Recently, a subtractionless Dixon method was proposed for first-pass stepping-table peripheral MRA, which relies on fat suppression instead of subtraction to reduce the background signal [1]. Advantages were shown to be higher SNR and CNR, robustness to motion, and a shorter scan time. Time resolved MRA of the lower legs has been shown to be beneficial as an add-on to multi-station peripheral MRA for patients with critical limb ischemia [2]. Time resolved MRA of the lower leg vessels using viewsharing techniques has been shown to be feasible [2,3] using subtraction of a mask to suppress background signal in all dynamic phases. Dixon has been applied on 3T with time resolved viewsharing techniques for dynamic contrast enhanced (DCE) MRI of the breast [4], and with time-resolved subtractionless CE-MRA using an interleaved variable density sampling pattern [5].

Purpose

The purpose of this work is to investigate the feasibility and show the potential benefits of time resolved subtractionless contrast enhanced MRA on 1.5T with viewsharing and a large FOV in the lower legs, using mDixon with flexible (shortest) echo times and parallel imaging with high acceleration factors. The novel approach was compared to conventional subtraction-based time-resolved MRA.

Methods

Seven patients with known or suspected peripheral vascular disease were examined on an Ingenia 1.5T scanner (Philips, Best, Netherlands) using the standard Anterior Body Coil and the built-in posterior coil. A single dose of Gadobutrol (Bayer Healthcare, Berlin, Germany) was used, with an injection speed of 1 mL/sec. 3D volumetric images were acquired with a FOV of 430 x 430 mm2 and a volume thickness of 150 mm, using a T1-weighted spoiled dual-gradient-echo sequence with a bandwidth of 610 Hz/pixel and a TE1/TE2/TR of 1.8/3.6/5.6 ms. Acquired spatial resolution was 1.1 x 1.1 x 2.0 mm3; data was reconstructed to 1 x 1 x 1 mm3. An eightfold acceleration by parallel imaging (SENSE) was used, with a partial Fourier factor of 0.65, which together with the use of an elliptical k-space shutter resulted in a net acceleration of 15.5x. Viewsharing was applied with a keyhole percentage of 15% and a peripheral sampling density of 25% [3,4,6], resulting in an additional 2.76 fold increase in temporal resolution. Compared to fully sampled conventional scanning, this resulted in a total net acceleration factor of 43. The temporal resolution per dynamic phase was 5.5 sec, with a temporal footprint of 19.5 sec. To enable comparison with conventional subtraction, a mask was acquired at the beginning of the acquisition. 12-19 dynamic phases were acquired. Total scan time was 1:25-2:00 minutes.

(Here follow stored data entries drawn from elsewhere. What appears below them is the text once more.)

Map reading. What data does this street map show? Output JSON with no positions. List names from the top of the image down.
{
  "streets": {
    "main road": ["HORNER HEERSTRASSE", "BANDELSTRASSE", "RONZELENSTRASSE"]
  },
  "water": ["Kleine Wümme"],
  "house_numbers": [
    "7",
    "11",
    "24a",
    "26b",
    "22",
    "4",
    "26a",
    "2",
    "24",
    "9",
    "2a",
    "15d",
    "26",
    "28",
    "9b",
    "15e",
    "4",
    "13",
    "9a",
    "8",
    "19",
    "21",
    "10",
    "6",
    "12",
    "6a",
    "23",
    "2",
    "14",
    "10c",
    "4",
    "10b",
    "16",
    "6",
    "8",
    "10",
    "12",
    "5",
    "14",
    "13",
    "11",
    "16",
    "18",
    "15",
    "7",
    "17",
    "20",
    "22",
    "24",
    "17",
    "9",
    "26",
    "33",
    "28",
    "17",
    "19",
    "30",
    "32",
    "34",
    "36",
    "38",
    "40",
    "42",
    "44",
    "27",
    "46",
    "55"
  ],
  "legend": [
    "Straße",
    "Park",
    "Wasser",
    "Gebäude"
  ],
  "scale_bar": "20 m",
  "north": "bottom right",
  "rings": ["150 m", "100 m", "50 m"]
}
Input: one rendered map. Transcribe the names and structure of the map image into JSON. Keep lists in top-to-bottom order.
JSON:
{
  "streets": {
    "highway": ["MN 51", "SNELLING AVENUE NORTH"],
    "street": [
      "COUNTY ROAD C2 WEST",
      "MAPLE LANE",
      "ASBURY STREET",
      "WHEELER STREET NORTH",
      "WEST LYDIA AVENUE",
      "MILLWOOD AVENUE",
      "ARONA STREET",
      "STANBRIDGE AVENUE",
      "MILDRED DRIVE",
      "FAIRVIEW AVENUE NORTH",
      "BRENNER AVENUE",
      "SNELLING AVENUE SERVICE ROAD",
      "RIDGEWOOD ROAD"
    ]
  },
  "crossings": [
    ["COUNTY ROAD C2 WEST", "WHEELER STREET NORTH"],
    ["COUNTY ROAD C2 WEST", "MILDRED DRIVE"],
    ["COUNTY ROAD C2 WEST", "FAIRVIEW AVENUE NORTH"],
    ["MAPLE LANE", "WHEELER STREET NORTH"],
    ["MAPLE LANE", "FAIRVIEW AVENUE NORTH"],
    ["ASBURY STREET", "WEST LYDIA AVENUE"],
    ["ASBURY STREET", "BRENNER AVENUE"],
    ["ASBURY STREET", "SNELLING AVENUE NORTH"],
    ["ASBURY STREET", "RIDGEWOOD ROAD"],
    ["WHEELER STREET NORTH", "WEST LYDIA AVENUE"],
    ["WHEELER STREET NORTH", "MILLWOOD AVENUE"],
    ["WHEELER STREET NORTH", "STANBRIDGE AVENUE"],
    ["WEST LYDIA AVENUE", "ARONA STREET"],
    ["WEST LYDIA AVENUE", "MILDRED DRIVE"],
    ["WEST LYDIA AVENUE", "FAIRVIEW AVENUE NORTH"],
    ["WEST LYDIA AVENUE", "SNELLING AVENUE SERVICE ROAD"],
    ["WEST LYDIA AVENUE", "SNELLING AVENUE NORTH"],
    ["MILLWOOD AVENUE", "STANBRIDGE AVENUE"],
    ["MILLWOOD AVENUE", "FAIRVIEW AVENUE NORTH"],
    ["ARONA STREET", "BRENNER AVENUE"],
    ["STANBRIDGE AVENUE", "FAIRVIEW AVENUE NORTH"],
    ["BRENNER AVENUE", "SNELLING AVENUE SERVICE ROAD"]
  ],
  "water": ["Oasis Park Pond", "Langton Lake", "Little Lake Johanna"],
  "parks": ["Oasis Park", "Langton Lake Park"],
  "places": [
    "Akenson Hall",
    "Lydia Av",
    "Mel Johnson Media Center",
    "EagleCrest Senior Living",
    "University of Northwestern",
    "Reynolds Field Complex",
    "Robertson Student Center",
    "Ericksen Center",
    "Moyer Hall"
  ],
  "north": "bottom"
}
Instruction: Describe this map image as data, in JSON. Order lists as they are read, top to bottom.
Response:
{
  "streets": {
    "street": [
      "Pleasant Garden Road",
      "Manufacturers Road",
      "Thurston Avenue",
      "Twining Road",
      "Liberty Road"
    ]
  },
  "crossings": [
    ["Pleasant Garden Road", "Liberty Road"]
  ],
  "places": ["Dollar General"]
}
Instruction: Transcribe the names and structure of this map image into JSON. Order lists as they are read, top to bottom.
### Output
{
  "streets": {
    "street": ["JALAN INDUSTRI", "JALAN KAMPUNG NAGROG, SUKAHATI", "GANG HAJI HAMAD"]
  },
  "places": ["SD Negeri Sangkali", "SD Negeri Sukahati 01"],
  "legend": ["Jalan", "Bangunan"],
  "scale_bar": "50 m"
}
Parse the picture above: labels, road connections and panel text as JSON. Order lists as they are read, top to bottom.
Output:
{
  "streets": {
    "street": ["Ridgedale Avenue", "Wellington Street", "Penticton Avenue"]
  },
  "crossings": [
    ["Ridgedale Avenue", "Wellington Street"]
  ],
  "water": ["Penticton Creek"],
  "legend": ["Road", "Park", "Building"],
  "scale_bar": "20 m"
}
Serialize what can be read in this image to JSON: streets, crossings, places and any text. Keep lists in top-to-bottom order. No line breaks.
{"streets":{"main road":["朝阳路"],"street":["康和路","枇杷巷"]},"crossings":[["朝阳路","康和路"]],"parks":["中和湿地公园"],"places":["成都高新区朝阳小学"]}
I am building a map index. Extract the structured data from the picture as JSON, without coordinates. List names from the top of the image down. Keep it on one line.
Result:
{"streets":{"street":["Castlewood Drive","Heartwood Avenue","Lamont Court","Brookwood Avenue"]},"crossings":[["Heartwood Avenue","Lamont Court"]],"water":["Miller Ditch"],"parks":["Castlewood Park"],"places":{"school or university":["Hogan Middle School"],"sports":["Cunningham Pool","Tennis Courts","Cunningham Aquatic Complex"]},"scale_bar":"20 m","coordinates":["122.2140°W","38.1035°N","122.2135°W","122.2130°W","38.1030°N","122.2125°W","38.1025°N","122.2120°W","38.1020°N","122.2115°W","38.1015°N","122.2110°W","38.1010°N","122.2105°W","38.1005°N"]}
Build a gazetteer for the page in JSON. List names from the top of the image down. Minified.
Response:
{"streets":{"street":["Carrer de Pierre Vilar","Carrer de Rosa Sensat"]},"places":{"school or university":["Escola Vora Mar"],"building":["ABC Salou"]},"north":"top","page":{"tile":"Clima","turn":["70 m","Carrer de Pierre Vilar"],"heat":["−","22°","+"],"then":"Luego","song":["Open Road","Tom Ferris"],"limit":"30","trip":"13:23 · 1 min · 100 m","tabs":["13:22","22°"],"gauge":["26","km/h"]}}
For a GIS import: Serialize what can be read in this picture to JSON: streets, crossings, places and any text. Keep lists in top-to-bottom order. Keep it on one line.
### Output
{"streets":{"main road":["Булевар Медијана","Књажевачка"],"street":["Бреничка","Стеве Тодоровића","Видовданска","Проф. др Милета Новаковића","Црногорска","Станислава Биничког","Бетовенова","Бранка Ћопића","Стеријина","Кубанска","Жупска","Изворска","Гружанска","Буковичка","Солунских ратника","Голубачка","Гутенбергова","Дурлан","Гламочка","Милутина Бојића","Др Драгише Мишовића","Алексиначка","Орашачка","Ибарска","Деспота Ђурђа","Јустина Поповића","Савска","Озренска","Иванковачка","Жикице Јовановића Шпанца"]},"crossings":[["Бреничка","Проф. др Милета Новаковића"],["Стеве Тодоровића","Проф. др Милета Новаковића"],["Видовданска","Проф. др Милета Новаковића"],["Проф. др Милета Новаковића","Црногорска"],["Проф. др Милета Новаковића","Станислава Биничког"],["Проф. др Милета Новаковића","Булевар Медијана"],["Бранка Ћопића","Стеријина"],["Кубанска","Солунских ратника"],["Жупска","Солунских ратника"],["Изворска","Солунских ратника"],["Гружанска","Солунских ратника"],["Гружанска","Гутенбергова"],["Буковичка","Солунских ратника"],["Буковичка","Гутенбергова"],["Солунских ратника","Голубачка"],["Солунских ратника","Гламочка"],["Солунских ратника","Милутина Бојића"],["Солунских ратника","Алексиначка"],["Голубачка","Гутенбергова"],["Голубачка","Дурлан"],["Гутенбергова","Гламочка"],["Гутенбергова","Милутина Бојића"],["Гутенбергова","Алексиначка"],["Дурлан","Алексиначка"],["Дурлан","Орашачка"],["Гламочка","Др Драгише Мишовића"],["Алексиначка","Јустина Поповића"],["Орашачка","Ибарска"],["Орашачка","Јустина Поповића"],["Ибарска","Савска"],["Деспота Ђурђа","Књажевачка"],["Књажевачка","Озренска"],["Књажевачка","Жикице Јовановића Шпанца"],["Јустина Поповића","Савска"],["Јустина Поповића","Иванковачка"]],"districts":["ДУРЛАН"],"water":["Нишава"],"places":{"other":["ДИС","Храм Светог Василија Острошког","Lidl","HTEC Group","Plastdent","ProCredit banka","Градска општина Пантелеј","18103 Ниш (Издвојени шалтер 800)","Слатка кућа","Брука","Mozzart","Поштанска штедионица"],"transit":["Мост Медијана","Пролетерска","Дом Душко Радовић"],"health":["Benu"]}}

Water images were reconstructed using mDixon reconstruction capable of handling flexible echo times, using a multi-peak spectral fat model [7]. Source modulus images were obtained from the first echo. The comparison between water and subtracted modulus images could thus be made from the same acquisition.

Results

In 1/7 patients (14%) significant motion was observed, corrupting the subtraction images; in a further 2/7 patients (28%) only mild motion was observed. Compared to the subtracted modulus images, the SNR in the unsubtracted Dixon water images was increased by a factor of 1.89 (SD 0.19) on average. Coronal MIPs obtained in two patients with disease in the tibial and peroneal arteries are shown in Fig. 1, 2 and 3. The effect of bulk motion is shown in Fig. 4, where misregistration artifacts in the subtracted modulus images significantly increases the background signal. As can be seen from the water images in Fig. 4, the subtractionless mDixon method effectively eliminates these motion artifacts.

Discussion

Compared to the subtracted modulus images, the increase in SNR for the unsubtracted Dixon water images was a factor of 1.89 on average, which is in line with theoretical predictions [8]. No significant water-fat swap artifacts were observed, despite the echo spacing of 1.8 ms, which is relatively short for Dixon on 1.5T. The viewsharing and high acceleration factor allowed a sufficiently high temporal resolution with a relatively thick 3D volume, which facilitates easy planning.

Conclusion

The feasibility of time-resolved subtractionless MRA with viewsharing, Dixon and parallel imaging with a high acceleration factor has been demonstrated in this work on patients at 1.5T. The main advantages of the subtractionless method are nearly doubled SNR and the elimination of misregistration artifacts due to bulk patient motion. Both advantages can contribute to better clinical imaging, since the main indication for time-resolved MRA of the lower legs is for patients with critical limb ischemia, which often find it difficult to lay still for a longer period, and in which it can be important to visualize small (collateral) vessels.

Acknowledgements

References

1. Leiner T, Habets J, Versluis B, Geerts L, Alberts E, Blanken N, Hendrikse J, Vonken EJ, Eggers H. Subtractionless first-pass single contrast medium dose peripheral MR angiography using two-point Dixon fat suppression. Eur Radiol 2013;23(8):2228-2235.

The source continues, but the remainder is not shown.